What needs to be done:
Without the images, reproduce every entry exactly.

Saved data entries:
-------
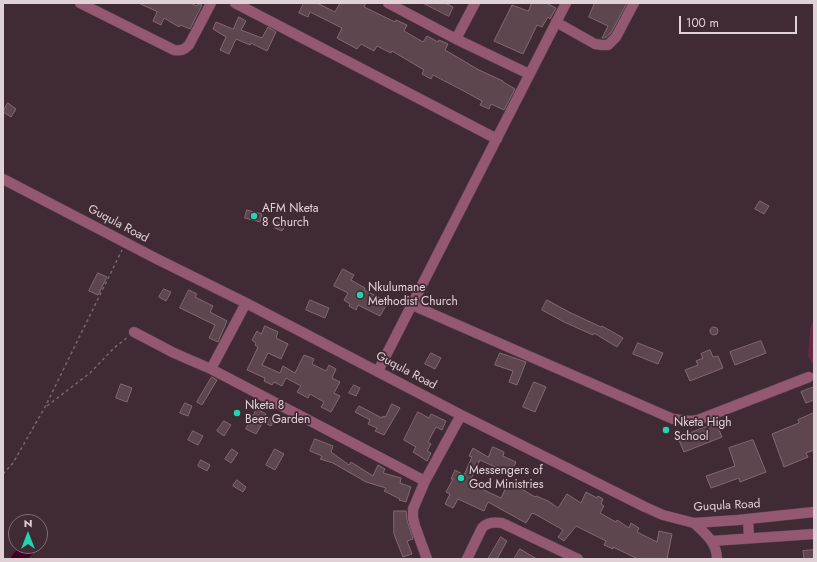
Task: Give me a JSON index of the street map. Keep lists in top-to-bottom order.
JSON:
{
  "streets": {
    "street": ["Guqula Road"]
  },
  "places": [
    "AFM Nketa 8 Church",
    "Nkulumane Methodist Church",
    "Nketa 8 Beer Garden",
    "Nketa High School",
    "Messengers of God Ministries"
  ],
  "scale_bar": "100 m",
  "north": "top"
}
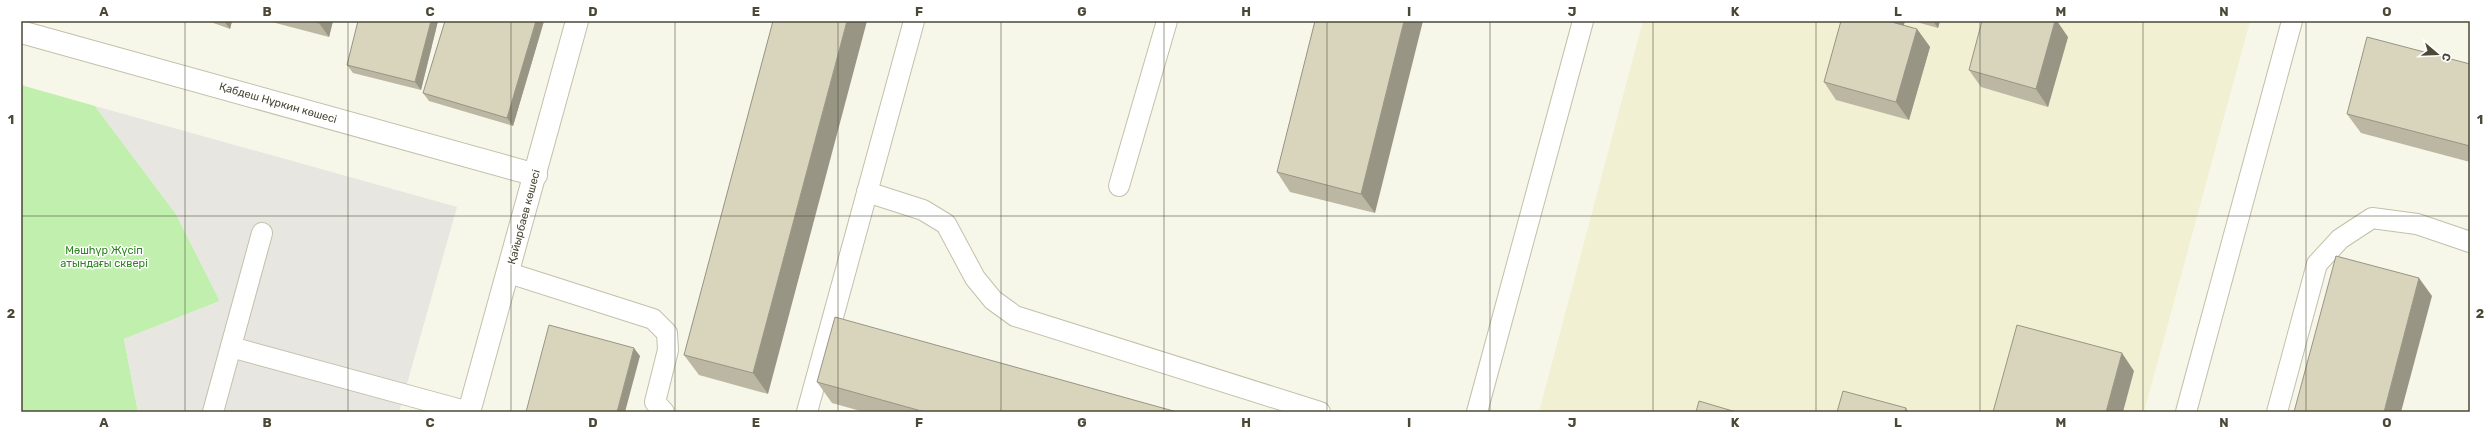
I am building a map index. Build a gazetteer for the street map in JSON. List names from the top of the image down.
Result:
{
  "streets": {
    "street": ["Қабдеш Нұркин көшесі", "Қайырбаев көшесі"]
  },
  "crossings": [
    ["Қабдеш Нұркин көшесі", "Қайырбаев көшесі"]
  ],
  "parks": ["Мәшһүр Жүсіп атындағы сквері"],
  "north": "right",
  "grid": {
    "columns": [
      "A",
      "B",
      "C",
      "D",
      "E",
      "F",
      "G",
      "H",
      "I",
      "J",
      "K",
      "L",
      "M",
      "N",
      "O"
    ],
    "rows": ["1", "2"]
  }
}
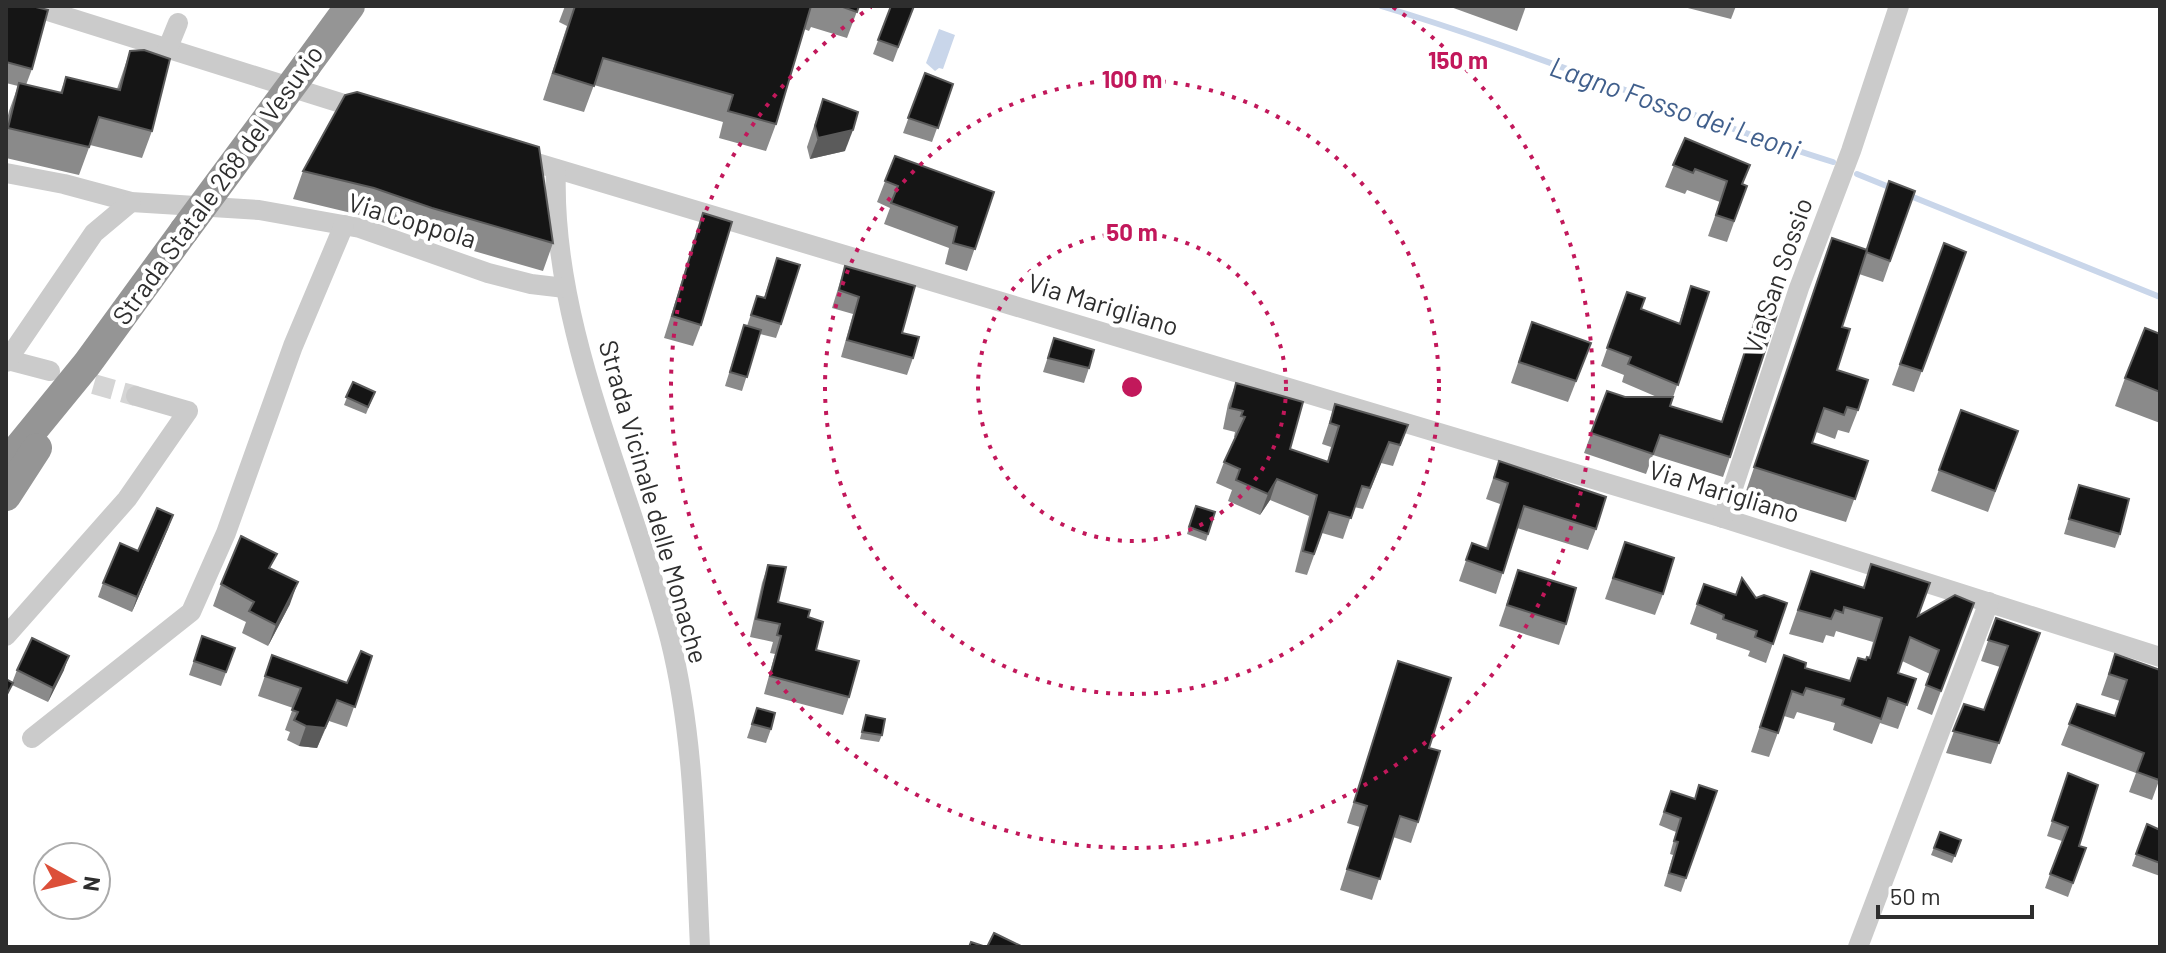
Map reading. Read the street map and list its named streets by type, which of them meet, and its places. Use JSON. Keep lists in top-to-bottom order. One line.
{"streets":{"highway":["Strada Statale 268 del Vesuvio"],"street":["Via Coppola","Via San Sossio","Via Marigliano","Strada Vicinale delle Monache"]},"crossings":[["Via Coppola","Strada Vicinale delle Monache"],["Via San Sossio","Via Marigliano"],["Via Marigliano","Strada Vicinale delle Monache"]],"water":["Lagno Fosso dei Leoni"],"scale_bar":"50 m","north":"right","rings":["150 m","100 m","50 m"]}
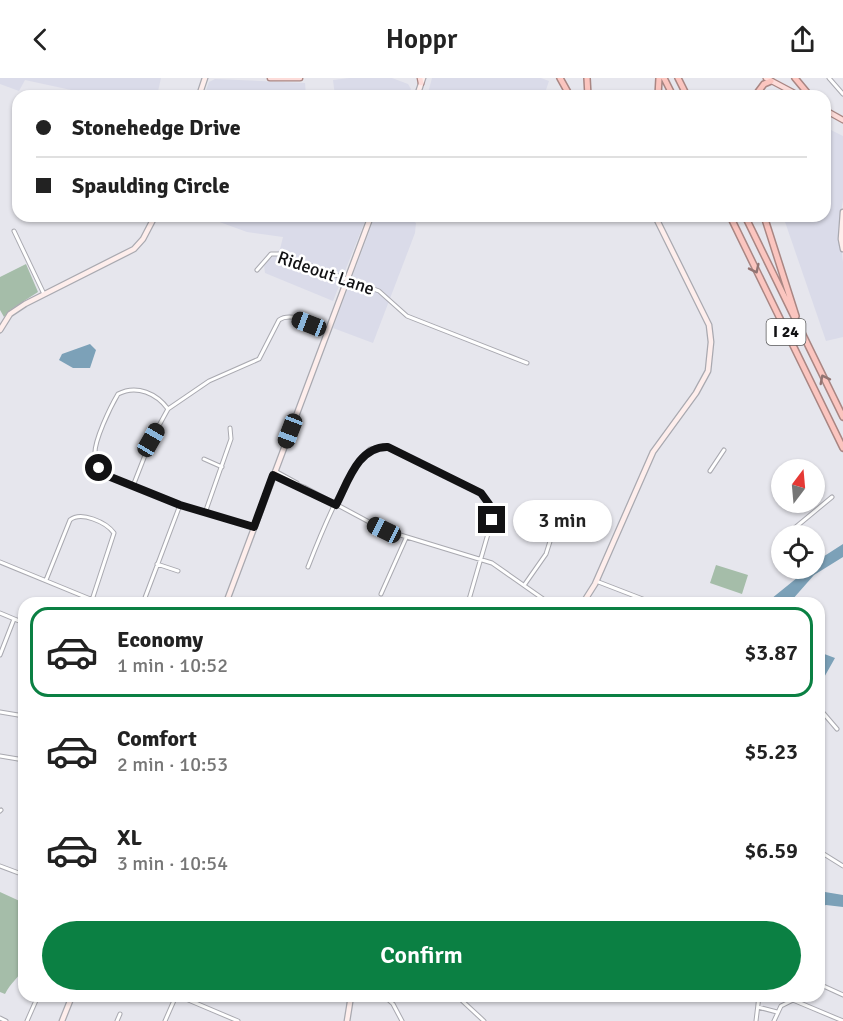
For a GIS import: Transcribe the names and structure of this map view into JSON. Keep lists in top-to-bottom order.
{
  "streets": {
    "highway": ["I 24"],
    "street": ["Rideout Lane"]
  },
  "north": "top",
  "page": {
    "header": "Hoppr",
    "banner": ["Stonehedge Drive", "Spaulding Circle"],
    "bubble": "3 min",
    "list": [
      {
        "name": "Economy",
        "note": "1 min · 10:52",
        "value": "$3.87"
      },
      {
        "name": "Comfort",
        "note": "2 min · 10:53",
        "value": "$5.23"
      },
      {
        "name": "XL",
        "note": "3 min · 10:54",
        "value": "$6.59"
      }
    ],
    "buttons": "Confirm"
  }
}
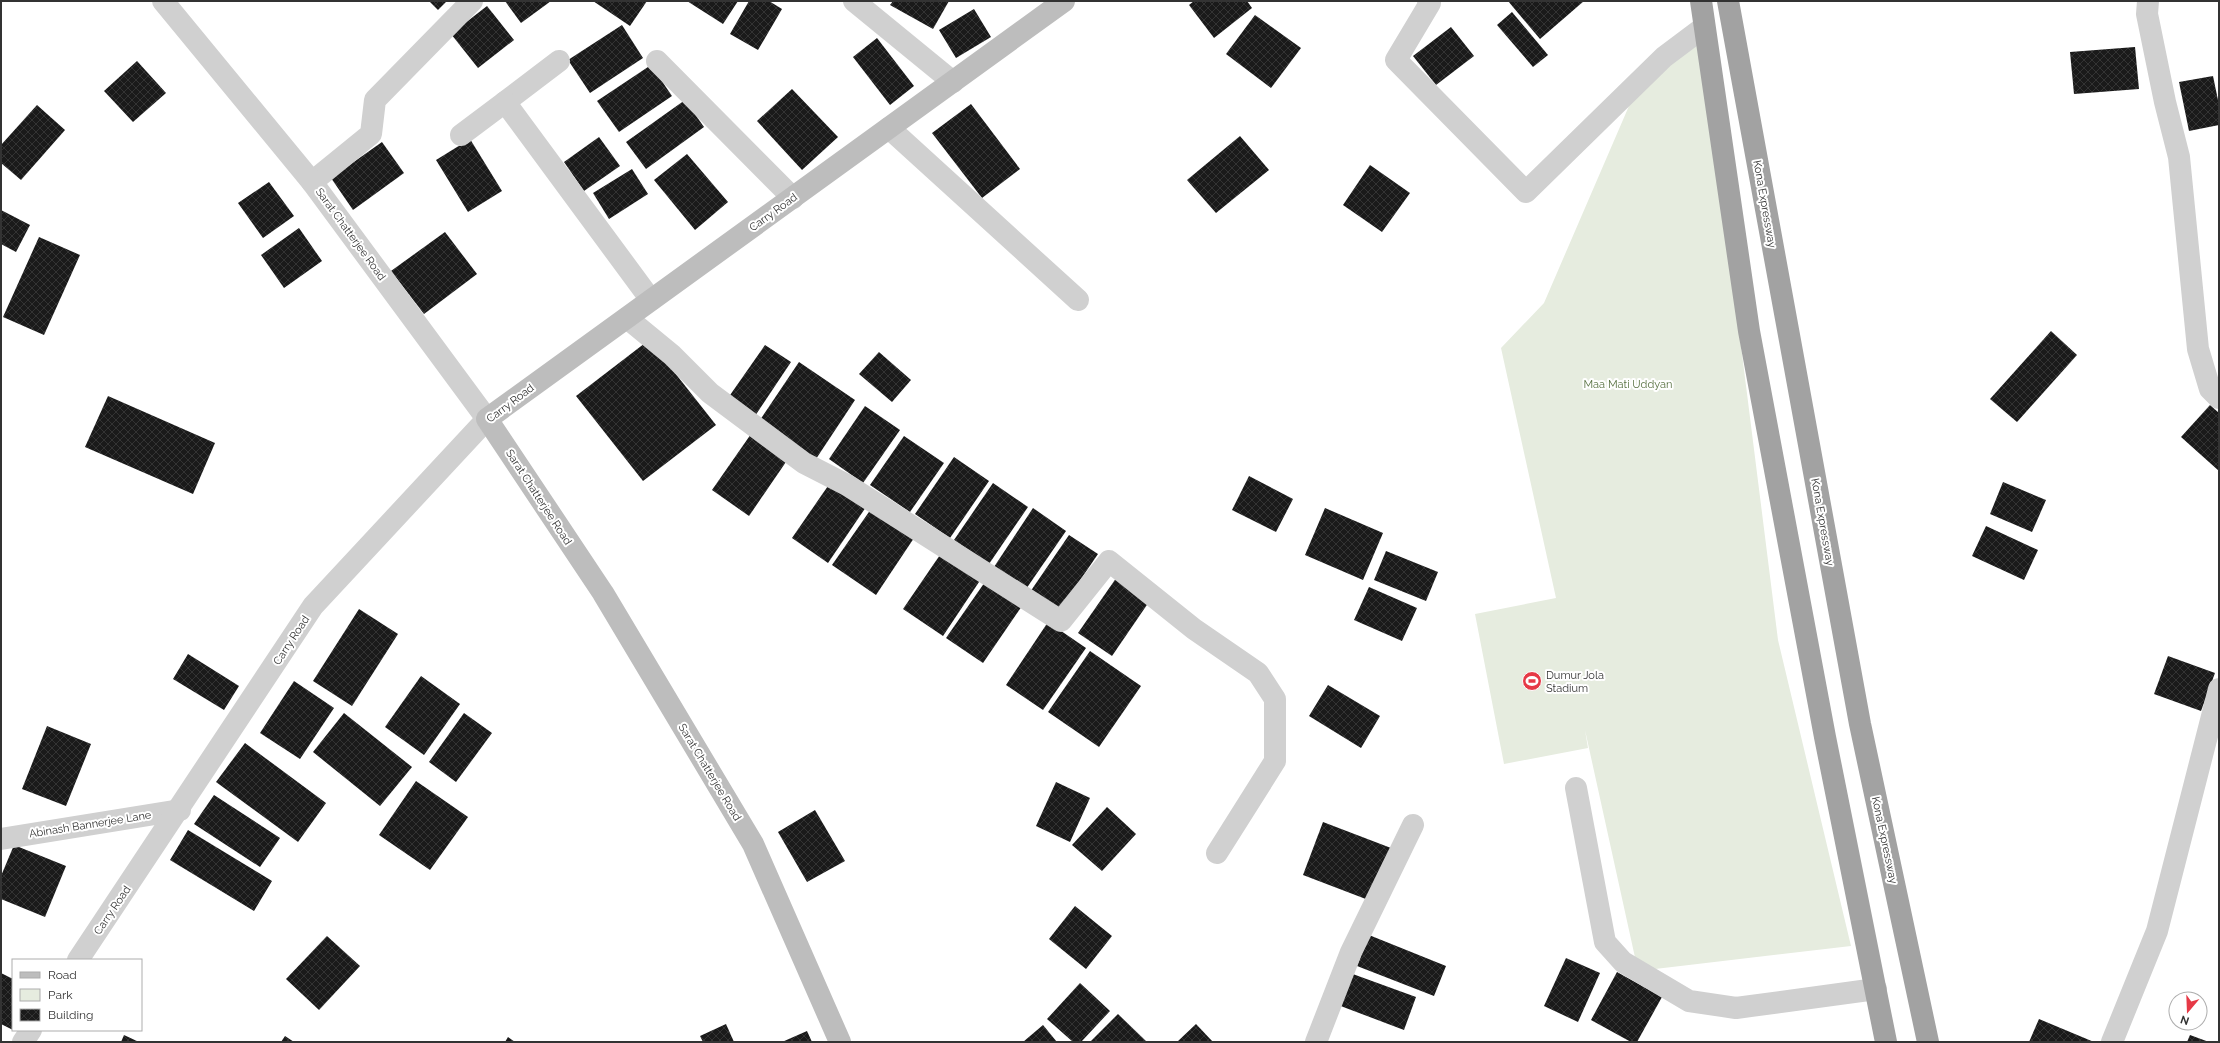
-------
Solution for this exercise:
Task: Give me a JSON index of the street map. Keep lists in top-to-bottom order.
JSON:
{
  "streets": {
    "street": ["Guqula Road"]
  },
  "places": [
    "AFM Nketa 8 Church",
    "Nkulumane Methodist Church",
    "Nketa 8 Beer Garden",
    "Nketa High School",
    "Messengers of God Ministries"
  ],
  "scale_bar": "100 m",
  "north": "top"
}
I am building a map index. Build a gazetteer for the street map in JSON. List names from the top of the image down.
Result:
{
  "streets": {
    "street": ["Қабдеш Нұркин көшесі", "Қайырбаев көшесі"]
  },
  "crossings": [
    ["Қабдеш Нұркин көшесі", "Қайырбаев көшесі"]
  ],
  "parks": ["Мәшһүр Жүсіп атындағы сквері"],
  "north": "right",
  "grid": {
    "columns": [
      "A",
      "B",
      "C",
      "D",
      "E",
      "F",
      "G",
      "H",
      "I",
      "J",
      "K",
      "L",
      "M",
      "N",
      "O"
    ],
    "rows": ["1", "2"]
  }
}
Map reading. Read the street map and list its named streets by type, which of them meet, and its places. Use JSON. Keep lists in top-to-bottom order. One line.
{"streets":{"highway":["Strada Statale 268 del Vesuvio"],"street":["Via Coppola","Via San Sossio","Via Marigliano","Strada Vicinale delle Monache"]},"crossings":[["Via Coppola","Strada Vicinale delle Monache"],["Via San Sossio","Via Marigliano"],["Via Marigliano","Strada Vicinale delle Monache"]],"water":["Lagno Fosso dei Leoni"],"scale_bar":"50 m","north":"right","rings":["150 m","100 m","50 m"]}
For a GIS import: Transcribe the names and structure of this map view into JSON. Keep lists in top-to-bottom order.
{
  "streets": {
    "highway": ["I 24"],
    "street": ["Rideout Lane"]
  },
  "north": "top",
  "page": {
    "header": "Hoppr",
    "banner": ["Stonehedge Drive", "Spaulding Circle"],
    "bubble": "3 min",
    "list": [
      {
        "name": "Economy",
        "note": "1 min · 10:52",
        "value": "$3.87"
      },
      {
        "name": "Comfort",
        "note": "2 min · 10:53",
        "value": "$5.23"
      },
      {
        "name": "XL",
        "note": "3 min · 10:54",
        "value": "$6.59"
      }
    ],
    "buttons": "Confirm"
  }
}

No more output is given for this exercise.